"Grasshopper mice have no respect for prairie dog territories," Jones said. "They're nasty little beasties, and when they eat the carcass of a prairie dog that's died of plague, the fleas climb aboard the mice. The mice then schlep the fleas around to different territories, connecting family groups that otherwise wouldn't be in contact."
The idea that plague could be facilitated by grasshopper mice was first proposed by Salkeld and co-author Paul Stapp of California State University-Fullerton. However, other researchers have been skeptical of the mouse hypothesis.
"A number of people familiar with prairie dogs say there is no way that the grasshopper mouse is causing this, because they only trap a few mice a year," Jones said. "So we decided to write a computer model to determine if the number of mice being trapped is consistent with driving these plague epizootics."

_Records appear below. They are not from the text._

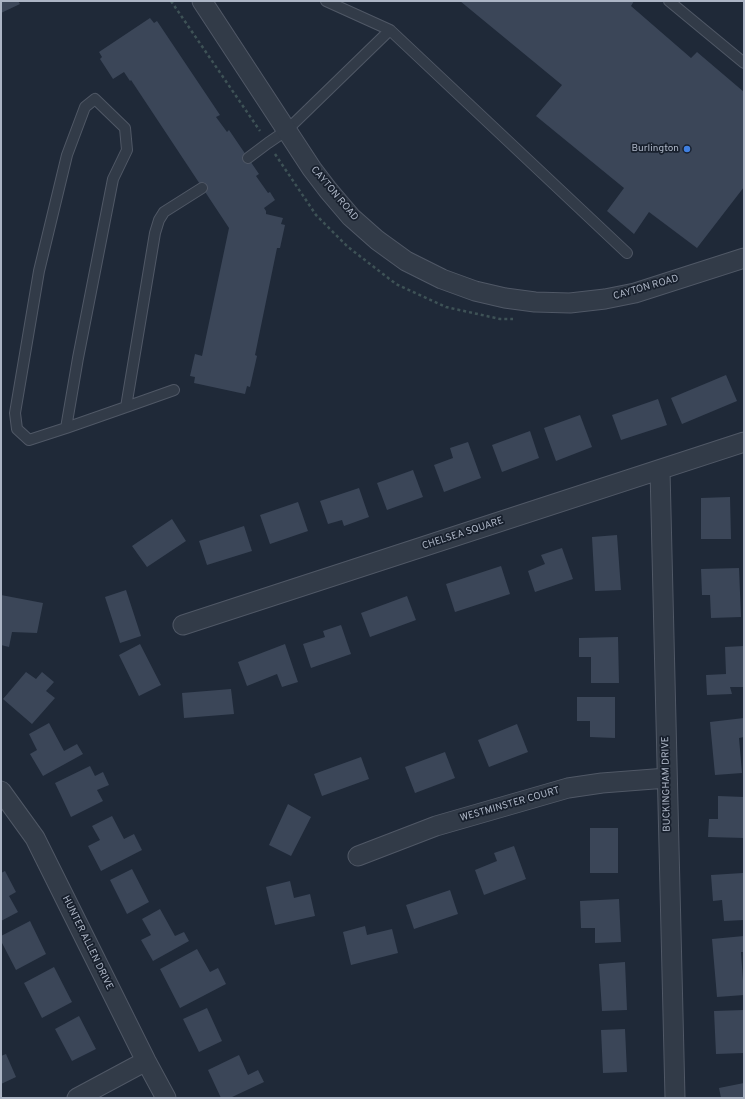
<!DOCTYPE html>
<html>
<head>
<meta charset="utf-8">
<style>
	body { margin:0 }
	#map { position:relative; width:745px; height:1099px; overflow:hidden; background:#1f2938; font-family:Overpass,sans-serif }
	canvas { display:block }
	.frame { position:absolute; inset:0; border:2px solid #acb5c5; pointer-events:none }
</style>
</head>
<body>
<div id="map">
<canvas width="745" height="1099"></canvas>
<div class="frame"></div>
</div>
<script>
const ctx = document.querySelector('canvas').getContext('2d');
ctx.lineJoin = 'round';
function fill(path, color) {
  ctx.fillStyle = color;
  ctx.fill(path, 'evenodd');
}
function poly(rows) {
  const path = new Path2D();
  for (const r of rows) {
    path.moveTo(r[0], r[1]);
    for (let i = 2; i < r.length; i += 2) path.lineTo(r[i], r[i + 1]);
  }
  return path;
}
function stroke(path, color, width, dash) {
  ctx.strokeStyle = color;
  ctx.lineWidth = width;
  ctx.lineCap = dash ? 'butt' : 'round';
  ctx.setLineDash(dash || []);
  ctx.stroke(path);
}
function drawText(font, color, halo, rows, align = 'center') {
  ctx.font = font + ' Overpass,sans-serif';
  ctx.lineWidth = 3.5;
  ctx.setLineDash([]);
  ctx.textBaseline = 'middle';
  ctx.strokeStyle = halo;
  ctx.fillStyle = color;
  for (const [text, x, y, turn = 0] of rows) {
    ctx.save();
    ctx.translate(x, y);
    ctx.rotate((+turn || 0) * Math.PI / 180);
    ctx.textAlign = isNaN(turn) ? turn : align;
    if (halo) ctx.strokeText(text, 0, 0);
    ctx.fillText(text, 0, 0);
    ctx.restore();
  }
}
fill(poly([
	[1,1,18,1,20,4,1,13],
	[460,1,634,1,631,6,691,58,697,52,744,92,744,187,697,248,649,212,634,234,607,211,624,188,536,116,562,85],
	[150,18,154,23,157,21,220,115,216,117,227,132,229,130,259,174,256,176,268,193,270,192,275,200,264,208,266,211,266,214,283,218,281,224,285,225,280,248,277,248,255,355,257,356,250,387,247,386,245,394,194,383,195,377,190,376,195,354,202,356,229,228,131,80,130,81,124,72,113,79,100,59,102,57,99,52],
	[726,375,737,401,682,424,671,398],
	[658,399,667,425,621,440,612,415],
	[580,415,592,447,556,461,544,428],
	[530,431,539,458,502,472,492,445],
	[468,442,481,478,444,492,434,465,453,458,450,448],
	[413,470,423,497,387,510,377,483],
	[359,488,369,517,344,526,342,520,328,524,320,501],
	[730,497,731,539,701,539,701,498],
	[298,502,308,531,270,544,260,515],
	[172,519,186,541,147,567,132,546],
	[244,526,252,551,207,565,199,541],
	[617,535,621,590,595,591,592,537],
	[562,548,573,579,535,592,528,571,545,564,541,555],
	[501,566,510,594,455,612,446,584],
	[739,568,741,617,711,618,710,595,702,595,701,569],
	[126,590,141,636,120,643,105,597],
	[1,595,43,603,37,633,12,632,9,647,1,645],
	[407,596,416,620,370,637,361,613],
	[341,625,351,654,311,668,303,644,325,637,323,631],
	[618,637,619,683,591,683,591,657,579,657,579,638],
	[140,644,161,685,139,696,119,655],
	[285,644,298,682,282,687,277,674,247,686,238,662],
	[744,646,744,687,730,687,732,694,707,695,706,675,726,674,725,647],
	[26,672,36,679,42,672,54,682,46,691,55,698,32,724,3,699],
	[231,689,234,714,184,718,182,693],
	[577,697,615,697,615,738,590,737,590,721,577,721],
	[744,718,744,737,739,738,742,773,715,775,710,722],
	[49,723,64,751,77,744,83,754,43,776,30,754,37,750,29,734],
	[517,724,528,752,489,767,478,740],
	[445,752,455,778,415,793,405,767],
	[361,757,369,779,322,796,314,774],
	[90,766,95,776,103,772,109,785,97,790,103,801,71,817,55,783],
	[718,796,744,797,744,838,708,837,709,819,718,819],
	[288,804,311,817,291,856,269,845],
	[112,816,124,839,134,834,142,850,101,871,88,846,100,840,92,826],
	[590,828,618,828,618,873,590,873],
	[514,846,526,879,484,895,475,870,497,861,494,853],
	[132,869,149,902,127,914,110,880],
	[5,871,16,892,9,896,18,912,1,921,1,873],
	[743,873,744,920,724,921,722,900,713,901,711,875],
	[290,881,294,898,310,894,315,916,275,925,266,887],
	[450,890,458,914,414,929,406,905],
	[619,899,621,942,595,943,595,928,581,928,580,901],
	[160,909,175,936,184,932,189,941,153,961,141,940,151,935,142,919],
	[30,921,46,954,16,970,1,941,1,936],
	[365,926,367,935,392,929,398,953,351,965,343,932],
	[744,936,744,952,741,952,744,995,717,997,712,939],
	[197,949,210,972,218,968,226,984,180,1008,160,969],
	[625,962,627,1010,602,1011,599,964],
	[54,967,72,1002,42,1018,24,983],
	[207,1008,222,1041,199,1052,183,1019],
	[744,1010,744,1053,716,1054,714,1011],
	[79,1016,96,1049,72,1061,55,1029],
	[625,1029,627,1072,603,1073,601,1030],
	[6,1054,16,1077,1,1084,1,1056],
	[239,1055,248,1075,258,1070,264,1082,230,1098,221,1098,208,1070],
	[744,1083,744,1098,721,1098,719,1088]
]), '#3b4658');
const lane = poly([
	[326,1,390,30,627,253],
	[669,1,744,63],
	[248,158,268,143,287,130,390,30],
	[126,407,174,390],
	[66,428,78,358,113,179,127,150,125,128,95,99,85,107,67,155,39,271,15,413,17,429,29,440,66,428,126,407,155,233,159,220,164,212,202,188]
]);
const street = poly([
	[202,1,312,169,328,190,351,217,377,240,406,261,442,279,475,291,505,298,535,302,570,303,605,299,635,293,744,258],
	[660,470,675,1098],
	[183,625,744,442],
	[1,791,35,838,146,1061,166,1098],
	[358,856,436,826,568,788,602,783,667,778],
	[77,1098,146,1061]
]);
stroke(lane, '#505866', 12);
stroke(street, '#505866', 21);
stroke(poly([
	[171,1,260,131],
	[275,154,316,215,348,247,396,284,446,307,500,319,513,319]
]), '#3e5256', 2.5, [3, 3]);
stroke(lane, '#323b48', 10);
stroke(street, '#323b48', 19);
for (const [x, y, r, color] of [
	[687,149,4,"#3f7fe0"]
]) {
  const dot = new Path2D();
  dot.arc(x, y, r, 0, 2 * Math.PI);
  ctx.fillStyle = color;
  ctx.fill(dot);
  stroke(dot, '#18202d', 1.5);
}
drawText('10px', '#acb5c5', '#18202d', [
	["Burlington",679,149]
], 'right');
drawText('10px', '#acb5c5', '#18202d', [
	["CAYTON ROAD",334,194,50],
	["CAYTON ROAD",646,288,-16],
	["CHELSEA SQUARE",463,534,-18],
	["BUCKINGHAM DRIVE",667,784,-91],
	["WESTMINSTER COURT",510,805,-16],
	["HUNTER ALLEN DRIVE",87,943,64]
]);
</script>
</body>
</html>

For the PNAS study, Salkeld obtained field data from the Pawnee National Grasslands in Colorado. Co-author Marcel Salath, now at Pennsylvania State University, created a computer model that simulates plague dynamics in a large prairie dog town.
The results of the simulation revealed that plague is endemic among prairie dogs.
"Even without grasshopper mice, plague kills one or two prairie dog families at a time, but it moves very slowly and is extremely hard to detect," Jones said.
As long as the disease is confined to isolated family groups, the town can survive. But once the density of susceptible prairie dog families and grasshopper mice crosses a critical threshold, plague can sweep through and wipe out virtually the entire town, he said.